Friday, April 2, 2010
Friday Morning in Manhattan Beach: Good Friday Breakfast at Manhattan Beach
On this beautiful Good Friday morning we made it to Manhattan Beach in less than hour from Williamsburg, thanks to quick connections on the B48 bus at Lorimer and Metropolitan, the B train at Prospect Park, and the B1 bus on Brighton Beach Avenue after we got a bialy and iced tea to take to the beach.
So we were here before 8:30 a.m. and it was beautiful to smell the salt air and see the ocean again.
This was "our" Brooklyn beach in adolescence and our twenties and was pretty much the same for kids like us who lived in southeastern Brooklyn and were driving in our teens. We remember one time when we'd driven here alone when we were about 20 and started chatting up the two girls at the next blanket. Finally one said, "You don't realize how old we are" and told us they were married women around 30. (Of course they'd assumed we were about 17, not 20.) We have a June memory of someone's transistor playing Beatles songs, and later, "Band of Gold." Today the bare trees made it clear that it is not yet June.

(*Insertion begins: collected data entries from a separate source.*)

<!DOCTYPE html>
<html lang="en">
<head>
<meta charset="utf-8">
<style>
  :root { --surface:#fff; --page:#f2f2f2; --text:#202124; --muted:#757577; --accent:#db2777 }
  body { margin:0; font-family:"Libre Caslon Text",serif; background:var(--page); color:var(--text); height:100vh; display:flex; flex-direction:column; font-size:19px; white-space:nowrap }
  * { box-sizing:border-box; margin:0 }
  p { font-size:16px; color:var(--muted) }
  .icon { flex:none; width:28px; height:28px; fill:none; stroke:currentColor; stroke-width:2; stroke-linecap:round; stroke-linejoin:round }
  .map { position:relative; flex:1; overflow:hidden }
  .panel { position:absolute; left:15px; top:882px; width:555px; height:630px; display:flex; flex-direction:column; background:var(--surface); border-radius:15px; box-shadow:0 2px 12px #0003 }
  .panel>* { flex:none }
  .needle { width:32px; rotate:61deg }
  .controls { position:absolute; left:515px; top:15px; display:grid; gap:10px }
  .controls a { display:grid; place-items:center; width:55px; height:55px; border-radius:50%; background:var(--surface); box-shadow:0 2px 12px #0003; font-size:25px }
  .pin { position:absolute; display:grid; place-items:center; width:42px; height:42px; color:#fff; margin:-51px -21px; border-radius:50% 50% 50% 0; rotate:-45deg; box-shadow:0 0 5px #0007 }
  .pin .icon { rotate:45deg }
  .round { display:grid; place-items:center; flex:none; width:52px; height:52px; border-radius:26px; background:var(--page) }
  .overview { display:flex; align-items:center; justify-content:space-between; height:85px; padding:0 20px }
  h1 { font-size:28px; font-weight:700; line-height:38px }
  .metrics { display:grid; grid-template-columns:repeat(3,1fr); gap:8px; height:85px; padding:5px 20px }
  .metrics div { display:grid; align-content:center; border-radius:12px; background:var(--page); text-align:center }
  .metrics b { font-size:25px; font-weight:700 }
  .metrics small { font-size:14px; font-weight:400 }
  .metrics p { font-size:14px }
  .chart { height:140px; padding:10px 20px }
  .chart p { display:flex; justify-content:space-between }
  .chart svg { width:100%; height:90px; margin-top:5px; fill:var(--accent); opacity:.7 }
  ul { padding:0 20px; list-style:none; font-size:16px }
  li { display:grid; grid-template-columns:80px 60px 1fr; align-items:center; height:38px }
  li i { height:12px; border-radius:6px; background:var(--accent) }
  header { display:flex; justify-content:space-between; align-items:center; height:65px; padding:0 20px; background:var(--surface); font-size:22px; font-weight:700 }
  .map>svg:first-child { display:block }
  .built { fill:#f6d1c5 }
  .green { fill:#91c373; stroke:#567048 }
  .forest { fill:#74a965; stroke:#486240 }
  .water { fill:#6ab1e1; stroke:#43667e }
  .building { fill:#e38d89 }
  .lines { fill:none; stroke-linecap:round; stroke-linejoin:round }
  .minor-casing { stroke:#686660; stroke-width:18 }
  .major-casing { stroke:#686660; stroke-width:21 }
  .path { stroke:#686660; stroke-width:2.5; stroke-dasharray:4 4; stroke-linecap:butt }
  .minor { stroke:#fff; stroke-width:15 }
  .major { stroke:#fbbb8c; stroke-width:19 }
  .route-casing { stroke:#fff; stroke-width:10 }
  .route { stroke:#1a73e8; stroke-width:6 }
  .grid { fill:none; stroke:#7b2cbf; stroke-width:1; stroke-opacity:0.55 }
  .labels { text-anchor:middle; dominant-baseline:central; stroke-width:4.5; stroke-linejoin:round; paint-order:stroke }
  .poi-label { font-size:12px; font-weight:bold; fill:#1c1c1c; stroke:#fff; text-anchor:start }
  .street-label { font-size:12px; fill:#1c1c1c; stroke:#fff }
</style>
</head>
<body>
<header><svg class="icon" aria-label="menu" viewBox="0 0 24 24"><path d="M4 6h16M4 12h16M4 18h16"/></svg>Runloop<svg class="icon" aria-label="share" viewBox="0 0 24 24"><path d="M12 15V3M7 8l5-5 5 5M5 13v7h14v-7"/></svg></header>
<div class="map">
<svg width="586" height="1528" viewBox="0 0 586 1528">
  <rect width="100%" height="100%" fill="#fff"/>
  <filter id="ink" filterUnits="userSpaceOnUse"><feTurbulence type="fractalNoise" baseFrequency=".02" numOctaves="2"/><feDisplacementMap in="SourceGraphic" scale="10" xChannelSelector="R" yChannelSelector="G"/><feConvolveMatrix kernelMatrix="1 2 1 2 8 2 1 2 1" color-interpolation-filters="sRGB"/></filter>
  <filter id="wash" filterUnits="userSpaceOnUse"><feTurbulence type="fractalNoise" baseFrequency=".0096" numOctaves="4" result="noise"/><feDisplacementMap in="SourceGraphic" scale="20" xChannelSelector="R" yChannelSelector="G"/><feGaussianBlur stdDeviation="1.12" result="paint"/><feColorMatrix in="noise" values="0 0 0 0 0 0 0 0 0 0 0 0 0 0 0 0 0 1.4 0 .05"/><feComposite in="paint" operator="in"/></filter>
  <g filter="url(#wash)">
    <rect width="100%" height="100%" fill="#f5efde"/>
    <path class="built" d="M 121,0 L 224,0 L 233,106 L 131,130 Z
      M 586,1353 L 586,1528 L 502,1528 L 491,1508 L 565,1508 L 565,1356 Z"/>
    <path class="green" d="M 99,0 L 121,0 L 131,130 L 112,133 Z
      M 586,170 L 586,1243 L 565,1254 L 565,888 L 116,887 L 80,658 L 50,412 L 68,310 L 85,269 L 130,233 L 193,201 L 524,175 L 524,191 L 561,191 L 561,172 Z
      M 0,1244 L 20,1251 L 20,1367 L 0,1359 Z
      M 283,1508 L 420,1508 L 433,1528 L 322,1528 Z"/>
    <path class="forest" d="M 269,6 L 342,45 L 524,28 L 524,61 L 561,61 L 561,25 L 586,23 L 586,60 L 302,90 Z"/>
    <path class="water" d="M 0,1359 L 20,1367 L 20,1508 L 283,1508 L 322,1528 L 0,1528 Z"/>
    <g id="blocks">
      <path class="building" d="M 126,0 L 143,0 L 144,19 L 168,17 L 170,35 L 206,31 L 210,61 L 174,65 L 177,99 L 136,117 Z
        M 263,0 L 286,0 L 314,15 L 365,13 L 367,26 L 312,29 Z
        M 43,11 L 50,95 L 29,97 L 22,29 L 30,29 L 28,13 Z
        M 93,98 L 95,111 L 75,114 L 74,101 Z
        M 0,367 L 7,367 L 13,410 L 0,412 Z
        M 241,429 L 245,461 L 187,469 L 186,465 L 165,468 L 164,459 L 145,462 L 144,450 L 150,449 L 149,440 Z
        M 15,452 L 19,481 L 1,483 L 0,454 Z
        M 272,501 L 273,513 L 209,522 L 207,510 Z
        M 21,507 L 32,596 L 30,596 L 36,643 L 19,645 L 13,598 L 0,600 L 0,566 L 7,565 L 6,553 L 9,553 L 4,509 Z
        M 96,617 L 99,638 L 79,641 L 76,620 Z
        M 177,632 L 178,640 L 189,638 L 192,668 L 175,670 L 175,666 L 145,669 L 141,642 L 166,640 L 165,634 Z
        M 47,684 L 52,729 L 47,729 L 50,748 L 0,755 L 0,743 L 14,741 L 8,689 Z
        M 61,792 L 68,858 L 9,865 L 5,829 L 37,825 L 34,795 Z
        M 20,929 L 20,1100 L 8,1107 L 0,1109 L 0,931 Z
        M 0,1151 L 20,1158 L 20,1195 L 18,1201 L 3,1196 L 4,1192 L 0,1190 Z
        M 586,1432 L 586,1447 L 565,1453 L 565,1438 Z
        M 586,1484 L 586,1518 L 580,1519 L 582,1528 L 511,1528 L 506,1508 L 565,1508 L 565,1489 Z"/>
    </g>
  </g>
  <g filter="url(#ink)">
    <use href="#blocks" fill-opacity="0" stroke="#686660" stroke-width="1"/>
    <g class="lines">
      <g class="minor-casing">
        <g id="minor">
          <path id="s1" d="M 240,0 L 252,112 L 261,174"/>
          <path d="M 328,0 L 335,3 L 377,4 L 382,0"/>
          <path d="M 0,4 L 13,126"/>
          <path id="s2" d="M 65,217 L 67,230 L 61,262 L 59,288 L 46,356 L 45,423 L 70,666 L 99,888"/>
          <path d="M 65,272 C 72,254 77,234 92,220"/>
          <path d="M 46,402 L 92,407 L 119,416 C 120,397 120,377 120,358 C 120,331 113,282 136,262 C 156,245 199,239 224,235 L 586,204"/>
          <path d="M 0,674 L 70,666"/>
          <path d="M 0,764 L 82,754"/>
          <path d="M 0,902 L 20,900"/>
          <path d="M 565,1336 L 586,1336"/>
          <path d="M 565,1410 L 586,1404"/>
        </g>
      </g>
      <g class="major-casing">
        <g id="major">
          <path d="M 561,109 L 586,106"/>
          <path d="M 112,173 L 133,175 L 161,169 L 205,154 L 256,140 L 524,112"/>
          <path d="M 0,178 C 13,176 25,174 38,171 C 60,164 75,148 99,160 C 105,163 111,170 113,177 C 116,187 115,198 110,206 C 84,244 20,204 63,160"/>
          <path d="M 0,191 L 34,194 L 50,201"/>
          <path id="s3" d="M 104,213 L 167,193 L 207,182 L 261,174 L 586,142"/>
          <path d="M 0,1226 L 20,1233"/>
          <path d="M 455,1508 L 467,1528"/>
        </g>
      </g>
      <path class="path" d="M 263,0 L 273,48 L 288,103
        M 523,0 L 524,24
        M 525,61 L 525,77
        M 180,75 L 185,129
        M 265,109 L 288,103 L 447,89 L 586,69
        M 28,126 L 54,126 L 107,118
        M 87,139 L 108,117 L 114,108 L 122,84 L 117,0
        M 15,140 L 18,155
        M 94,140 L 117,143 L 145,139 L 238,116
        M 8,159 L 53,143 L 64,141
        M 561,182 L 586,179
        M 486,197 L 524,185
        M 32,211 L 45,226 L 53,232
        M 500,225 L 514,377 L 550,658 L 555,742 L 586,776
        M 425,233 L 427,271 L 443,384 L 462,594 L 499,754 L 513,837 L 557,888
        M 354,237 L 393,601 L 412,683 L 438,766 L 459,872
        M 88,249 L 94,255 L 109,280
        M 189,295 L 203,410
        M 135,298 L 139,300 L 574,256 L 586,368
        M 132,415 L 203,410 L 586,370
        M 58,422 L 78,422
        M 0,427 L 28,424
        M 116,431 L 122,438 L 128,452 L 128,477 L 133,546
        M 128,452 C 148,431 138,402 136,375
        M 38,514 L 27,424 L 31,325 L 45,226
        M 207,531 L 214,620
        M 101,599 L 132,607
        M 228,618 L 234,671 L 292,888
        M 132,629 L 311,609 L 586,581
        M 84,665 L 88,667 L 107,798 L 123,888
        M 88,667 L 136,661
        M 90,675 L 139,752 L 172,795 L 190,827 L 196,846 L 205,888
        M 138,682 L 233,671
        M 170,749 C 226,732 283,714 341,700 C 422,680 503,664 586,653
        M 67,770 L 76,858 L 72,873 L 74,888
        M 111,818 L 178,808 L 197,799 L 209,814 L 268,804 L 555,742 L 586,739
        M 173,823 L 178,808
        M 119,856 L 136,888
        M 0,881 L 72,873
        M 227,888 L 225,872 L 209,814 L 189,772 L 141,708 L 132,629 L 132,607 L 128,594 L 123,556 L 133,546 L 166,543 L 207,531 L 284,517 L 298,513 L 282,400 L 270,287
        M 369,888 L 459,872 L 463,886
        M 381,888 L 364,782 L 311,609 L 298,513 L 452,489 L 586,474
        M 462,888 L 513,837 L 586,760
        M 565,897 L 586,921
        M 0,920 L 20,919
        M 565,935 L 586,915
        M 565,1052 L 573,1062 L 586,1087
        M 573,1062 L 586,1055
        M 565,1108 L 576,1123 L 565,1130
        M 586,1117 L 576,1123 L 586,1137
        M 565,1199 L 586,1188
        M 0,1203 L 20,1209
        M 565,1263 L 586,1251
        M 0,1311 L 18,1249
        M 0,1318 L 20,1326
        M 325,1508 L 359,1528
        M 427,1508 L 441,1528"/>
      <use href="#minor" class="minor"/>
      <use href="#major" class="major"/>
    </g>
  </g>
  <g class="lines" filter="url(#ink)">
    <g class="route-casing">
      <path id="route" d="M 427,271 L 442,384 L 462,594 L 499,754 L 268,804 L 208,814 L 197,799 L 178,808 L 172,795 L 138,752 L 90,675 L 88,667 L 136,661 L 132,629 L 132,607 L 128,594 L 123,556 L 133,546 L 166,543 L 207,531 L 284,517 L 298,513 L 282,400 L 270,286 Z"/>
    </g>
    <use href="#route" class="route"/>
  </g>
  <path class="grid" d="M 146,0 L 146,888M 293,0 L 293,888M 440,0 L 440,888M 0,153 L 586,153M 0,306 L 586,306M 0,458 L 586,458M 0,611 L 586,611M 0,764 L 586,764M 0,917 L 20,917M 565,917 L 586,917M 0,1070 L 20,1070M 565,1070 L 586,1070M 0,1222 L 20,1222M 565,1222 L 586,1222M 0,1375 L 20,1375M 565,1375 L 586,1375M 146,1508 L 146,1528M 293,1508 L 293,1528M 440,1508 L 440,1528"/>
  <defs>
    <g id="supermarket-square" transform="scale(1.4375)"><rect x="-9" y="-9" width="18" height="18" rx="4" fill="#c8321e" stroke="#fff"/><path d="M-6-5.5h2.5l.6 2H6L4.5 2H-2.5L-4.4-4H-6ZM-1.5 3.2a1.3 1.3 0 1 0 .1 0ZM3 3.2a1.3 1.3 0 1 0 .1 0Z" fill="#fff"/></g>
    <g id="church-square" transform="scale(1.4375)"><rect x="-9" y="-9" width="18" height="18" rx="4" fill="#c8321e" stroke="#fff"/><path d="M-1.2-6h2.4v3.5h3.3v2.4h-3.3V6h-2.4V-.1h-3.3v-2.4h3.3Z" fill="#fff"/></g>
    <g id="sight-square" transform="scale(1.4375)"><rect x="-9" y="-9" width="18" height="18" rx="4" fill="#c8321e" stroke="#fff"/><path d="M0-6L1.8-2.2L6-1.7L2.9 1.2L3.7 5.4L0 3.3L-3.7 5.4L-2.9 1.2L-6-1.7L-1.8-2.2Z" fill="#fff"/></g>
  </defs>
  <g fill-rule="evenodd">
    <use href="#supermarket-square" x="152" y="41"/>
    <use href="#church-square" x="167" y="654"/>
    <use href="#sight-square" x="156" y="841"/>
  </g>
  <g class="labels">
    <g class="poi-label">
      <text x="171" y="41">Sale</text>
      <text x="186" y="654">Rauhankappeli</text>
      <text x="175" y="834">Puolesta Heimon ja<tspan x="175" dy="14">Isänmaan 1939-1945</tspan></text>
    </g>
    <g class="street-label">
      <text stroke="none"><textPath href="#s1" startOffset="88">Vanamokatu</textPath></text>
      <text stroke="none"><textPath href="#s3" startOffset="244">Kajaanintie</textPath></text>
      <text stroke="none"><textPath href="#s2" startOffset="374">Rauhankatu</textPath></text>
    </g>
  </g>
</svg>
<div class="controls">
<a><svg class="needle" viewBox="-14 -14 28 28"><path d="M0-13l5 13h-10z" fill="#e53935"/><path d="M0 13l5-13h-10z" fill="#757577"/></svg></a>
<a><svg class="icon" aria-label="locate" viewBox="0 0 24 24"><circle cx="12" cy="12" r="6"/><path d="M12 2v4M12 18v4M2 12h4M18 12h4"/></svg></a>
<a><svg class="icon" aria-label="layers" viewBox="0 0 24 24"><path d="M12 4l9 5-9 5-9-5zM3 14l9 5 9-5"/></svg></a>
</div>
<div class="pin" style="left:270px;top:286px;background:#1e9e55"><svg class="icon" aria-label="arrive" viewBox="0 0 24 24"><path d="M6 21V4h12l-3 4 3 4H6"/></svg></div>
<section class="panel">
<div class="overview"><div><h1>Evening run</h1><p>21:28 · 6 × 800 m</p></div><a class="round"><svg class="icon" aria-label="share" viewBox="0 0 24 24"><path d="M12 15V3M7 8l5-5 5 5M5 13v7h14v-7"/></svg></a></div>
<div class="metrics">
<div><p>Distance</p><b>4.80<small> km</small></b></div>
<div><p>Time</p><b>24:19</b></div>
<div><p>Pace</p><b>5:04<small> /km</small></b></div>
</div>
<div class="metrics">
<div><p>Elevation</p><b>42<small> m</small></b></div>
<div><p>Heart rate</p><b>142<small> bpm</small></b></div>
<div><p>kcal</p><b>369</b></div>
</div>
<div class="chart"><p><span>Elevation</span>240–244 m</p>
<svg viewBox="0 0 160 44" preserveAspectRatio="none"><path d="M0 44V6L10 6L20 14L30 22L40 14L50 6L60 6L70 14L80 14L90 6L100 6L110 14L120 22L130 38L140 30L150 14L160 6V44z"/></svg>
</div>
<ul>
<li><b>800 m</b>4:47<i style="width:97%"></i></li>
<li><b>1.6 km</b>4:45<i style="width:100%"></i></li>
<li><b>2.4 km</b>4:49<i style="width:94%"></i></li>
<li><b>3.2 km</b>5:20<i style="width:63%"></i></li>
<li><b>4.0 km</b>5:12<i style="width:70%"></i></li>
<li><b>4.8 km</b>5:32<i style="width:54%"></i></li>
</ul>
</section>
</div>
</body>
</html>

We first came here with our ninth grade friends from Meyer Levin J.H.S. 285 on the Brooklyn Day holiday in 1966. Unlike Coney Island or Brighton Beach, Manhattan Beach didn't have a subway right there, nor stores or amusements. In those days the B49 bus, which we took on our way back, to the Sheepshead Bay Road Q/B station, didn't go into Manhattan Beach but ran only to the end of Ocean Avenue, and we had to walk over the wooden Ocean Avenue bridge over the bay and then through the streets of Manhattan Beach (the neighborhood) to get to the beach.
It's a lot smaller than Coney and Brighton to the east, a little curved cove of sand. To us, it's the nicest stretch of beach in Brooklyn except for the little private beach slightly to the east on the campus of Kingsborough Community College, where we taught between 1978 and 1980. In those days our step-great-grandmother Bessie Shapiro lived a few blocks away along with her sister Etta.
Ordinarily the buses are jammed with KCC students on weekdays, but this is spring break at CUNY and that's basically why we came today. The beach actually didn't look so good, with something we'd never seen before:
trenches of water due to the deluge downpour a few days ago, and there was sand on the concrete walkway. The sand also seemed darker and coarser than we'd remembered.
Mostly older people were about, jogging and speedwalking and chatting in Russian (or a few in Chinese), along with a couple of bicyclists.
It was nice to hang out and look at the water. The beautiful Marine Parkway Bridge is faintly off in the foggy distance here.